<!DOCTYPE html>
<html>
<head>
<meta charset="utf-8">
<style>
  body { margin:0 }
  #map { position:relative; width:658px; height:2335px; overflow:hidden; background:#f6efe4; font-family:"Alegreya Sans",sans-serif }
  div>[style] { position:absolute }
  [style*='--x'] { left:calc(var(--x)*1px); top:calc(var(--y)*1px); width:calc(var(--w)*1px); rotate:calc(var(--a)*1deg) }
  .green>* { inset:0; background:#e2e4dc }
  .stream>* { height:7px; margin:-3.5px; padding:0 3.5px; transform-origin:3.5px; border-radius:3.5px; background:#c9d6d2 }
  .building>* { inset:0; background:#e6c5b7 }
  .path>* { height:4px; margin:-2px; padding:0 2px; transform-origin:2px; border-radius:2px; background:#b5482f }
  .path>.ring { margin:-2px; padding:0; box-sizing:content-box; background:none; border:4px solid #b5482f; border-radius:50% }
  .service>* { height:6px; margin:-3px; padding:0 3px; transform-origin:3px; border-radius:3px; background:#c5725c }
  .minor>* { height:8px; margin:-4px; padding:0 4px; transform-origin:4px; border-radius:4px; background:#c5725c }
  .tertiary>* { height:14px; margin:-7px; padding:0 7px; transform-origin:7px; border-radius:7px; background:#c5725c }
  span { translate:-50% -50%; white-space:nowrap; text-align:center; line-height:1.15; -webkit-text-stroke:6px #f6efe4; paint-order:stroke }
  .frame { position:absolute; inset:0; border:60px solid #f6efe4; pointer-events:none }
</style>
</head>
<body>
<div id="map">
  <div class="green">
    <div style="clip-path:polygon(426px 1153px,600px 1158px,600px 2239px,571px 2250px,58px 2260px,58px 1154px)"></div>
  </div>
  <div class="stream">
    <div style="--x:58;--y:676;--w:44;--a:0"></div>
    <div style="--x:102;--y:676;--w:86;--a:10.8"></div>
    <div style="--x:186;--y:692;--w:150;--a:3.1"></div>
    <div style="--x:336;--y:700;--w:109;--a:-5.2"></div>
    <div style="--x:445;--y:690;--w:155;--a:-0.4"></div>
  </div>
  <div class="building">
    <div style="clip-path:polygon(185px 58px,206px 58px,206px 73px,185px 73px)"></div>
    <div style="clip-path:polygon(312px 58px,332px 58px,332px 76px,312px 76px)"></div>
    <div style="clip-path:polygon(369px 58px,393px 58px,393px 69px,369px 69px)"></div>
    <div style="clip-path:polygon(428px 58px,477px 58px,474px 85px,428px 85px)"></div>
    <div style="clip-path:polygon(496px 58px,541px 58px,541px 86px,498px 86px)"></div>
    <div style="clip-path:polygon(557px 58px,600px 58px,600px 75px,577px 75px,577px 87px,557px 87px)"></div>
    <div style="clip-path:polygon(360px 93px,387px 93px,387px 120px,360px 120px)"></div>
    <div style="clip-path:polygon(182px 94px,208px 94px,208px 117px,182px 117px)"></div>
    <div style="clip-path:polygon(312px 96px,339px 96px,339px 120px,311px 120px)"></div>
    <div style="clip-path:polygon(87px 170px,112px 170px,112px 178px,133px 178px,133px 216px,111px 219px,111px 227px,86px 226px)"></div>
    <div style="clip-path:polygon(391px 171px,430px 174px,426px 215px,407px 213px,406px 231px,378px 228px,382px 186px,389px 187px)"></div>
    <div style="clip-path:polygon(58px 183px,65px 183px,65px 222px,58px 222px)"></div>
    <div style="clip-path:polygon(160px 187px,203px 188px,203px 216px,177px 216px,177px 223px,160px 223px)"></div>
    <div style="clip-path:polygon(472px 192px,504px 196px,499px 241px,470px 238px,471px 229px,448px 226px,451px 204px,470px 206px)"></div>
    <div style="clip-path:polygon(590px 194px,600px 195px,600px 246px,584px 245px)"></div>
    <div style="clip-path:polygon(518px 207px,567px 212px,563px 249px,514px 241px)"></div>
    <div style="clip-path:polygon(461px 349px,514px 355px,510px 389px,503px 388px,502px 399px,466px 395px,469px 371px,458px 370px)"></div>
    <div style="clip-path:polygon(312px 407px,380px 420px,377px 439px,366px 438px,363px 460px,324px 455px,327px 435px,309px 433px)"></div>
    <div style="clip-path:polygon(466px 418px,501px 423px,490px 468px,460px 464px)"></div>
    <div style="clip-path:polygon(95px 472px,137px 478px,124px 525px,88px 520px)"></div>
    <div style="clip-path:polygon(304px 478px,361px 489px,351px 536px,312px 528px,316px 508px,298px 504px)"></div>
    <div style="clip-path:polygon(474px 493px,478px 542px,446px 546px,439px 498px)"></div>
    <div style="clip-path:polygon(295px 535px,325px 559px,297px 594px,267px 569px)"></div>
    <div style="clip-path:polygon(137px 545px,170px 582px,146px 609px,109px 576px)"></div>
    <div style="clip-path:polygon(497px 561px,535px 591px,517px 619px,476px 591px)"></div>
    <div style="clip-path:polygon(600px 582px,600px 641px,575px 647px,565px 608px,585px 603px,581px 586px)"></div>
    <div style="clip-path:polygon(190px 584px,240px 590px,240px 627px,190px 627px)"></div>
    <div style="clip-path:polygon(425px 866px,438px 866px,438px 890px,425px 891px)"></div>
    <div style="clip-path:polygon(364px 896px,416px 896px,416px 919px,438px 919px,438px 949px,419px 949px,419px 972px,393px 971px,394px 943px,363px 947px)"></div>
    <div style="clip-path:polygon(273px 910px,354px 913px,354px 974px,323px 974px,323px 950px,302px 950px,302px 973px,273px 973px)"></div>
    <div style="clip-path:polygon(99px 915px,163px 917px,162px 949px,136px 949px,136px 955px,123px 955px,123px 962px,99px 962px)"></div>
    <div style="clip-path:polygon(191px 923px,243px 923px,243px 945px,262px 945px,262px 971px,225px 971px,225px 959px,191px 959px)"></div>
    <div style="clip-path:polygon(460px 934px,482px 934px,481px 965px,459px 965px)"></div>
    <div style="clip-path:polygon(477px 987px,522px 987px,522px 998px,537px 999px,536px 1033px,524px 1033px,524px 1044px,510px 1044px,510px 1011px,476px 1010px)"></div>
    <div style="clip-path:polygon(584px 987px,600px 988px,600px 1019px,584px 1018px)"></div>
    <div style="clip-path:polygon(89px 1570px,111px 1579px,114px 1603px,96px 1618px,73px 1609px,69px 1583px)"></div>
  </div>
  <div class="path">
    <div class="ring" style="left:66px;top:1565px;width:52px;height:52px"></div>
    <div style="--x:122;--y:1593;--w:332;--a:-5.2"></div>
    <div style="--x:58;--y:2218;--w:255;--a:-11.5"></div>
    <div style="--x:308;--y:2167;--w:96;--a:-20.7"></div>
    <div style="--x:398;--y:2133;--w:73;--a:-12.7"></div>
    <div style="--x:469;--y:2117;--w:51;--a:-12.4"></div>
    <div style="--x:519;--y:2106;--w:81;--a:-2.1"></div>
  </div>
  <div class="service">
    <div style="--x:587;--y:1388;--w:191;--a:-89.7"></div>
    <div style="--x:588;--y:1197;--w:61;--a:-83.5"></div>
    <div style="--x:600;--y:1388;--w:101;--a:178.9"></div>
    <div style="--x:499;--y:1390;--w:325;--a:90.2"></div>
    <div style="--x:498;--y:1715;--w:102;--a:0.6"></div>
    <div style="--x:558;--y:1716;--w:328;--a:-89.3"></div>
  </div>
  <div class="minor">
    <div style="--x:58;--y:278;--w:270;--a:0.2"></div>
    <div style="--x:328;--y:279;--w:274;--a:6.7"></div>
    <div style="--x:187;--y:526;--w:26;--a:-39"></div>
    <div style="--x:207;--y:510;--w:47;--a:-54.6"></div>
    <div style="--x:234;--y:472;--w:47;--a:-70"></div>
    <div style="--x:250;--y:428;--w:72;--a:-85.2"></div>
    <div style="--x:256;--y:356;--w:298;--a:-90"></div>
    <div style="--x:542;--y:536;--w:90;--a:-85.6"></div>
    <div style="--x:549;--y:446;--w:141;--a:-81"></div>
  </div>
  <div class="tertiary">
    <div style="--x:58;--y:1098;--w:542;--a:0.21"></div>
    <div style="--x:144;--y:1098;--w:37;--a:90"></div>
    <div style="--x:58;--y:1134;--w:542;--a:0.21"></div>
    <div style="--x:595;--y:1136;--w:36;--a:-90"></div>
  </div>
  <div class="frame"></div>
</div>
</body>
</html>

**TASK DIRECTIONS:**
From the material above, return every line that contains "stream".

**ANSWER TO THE EXERCISE:**
  .stream>* { height:7px; margin:-3.5px; padding:0 3.5px; transform-origin:3.5px; border-radius:3.5px; background:#c9d6d2 }
  <div class="stream">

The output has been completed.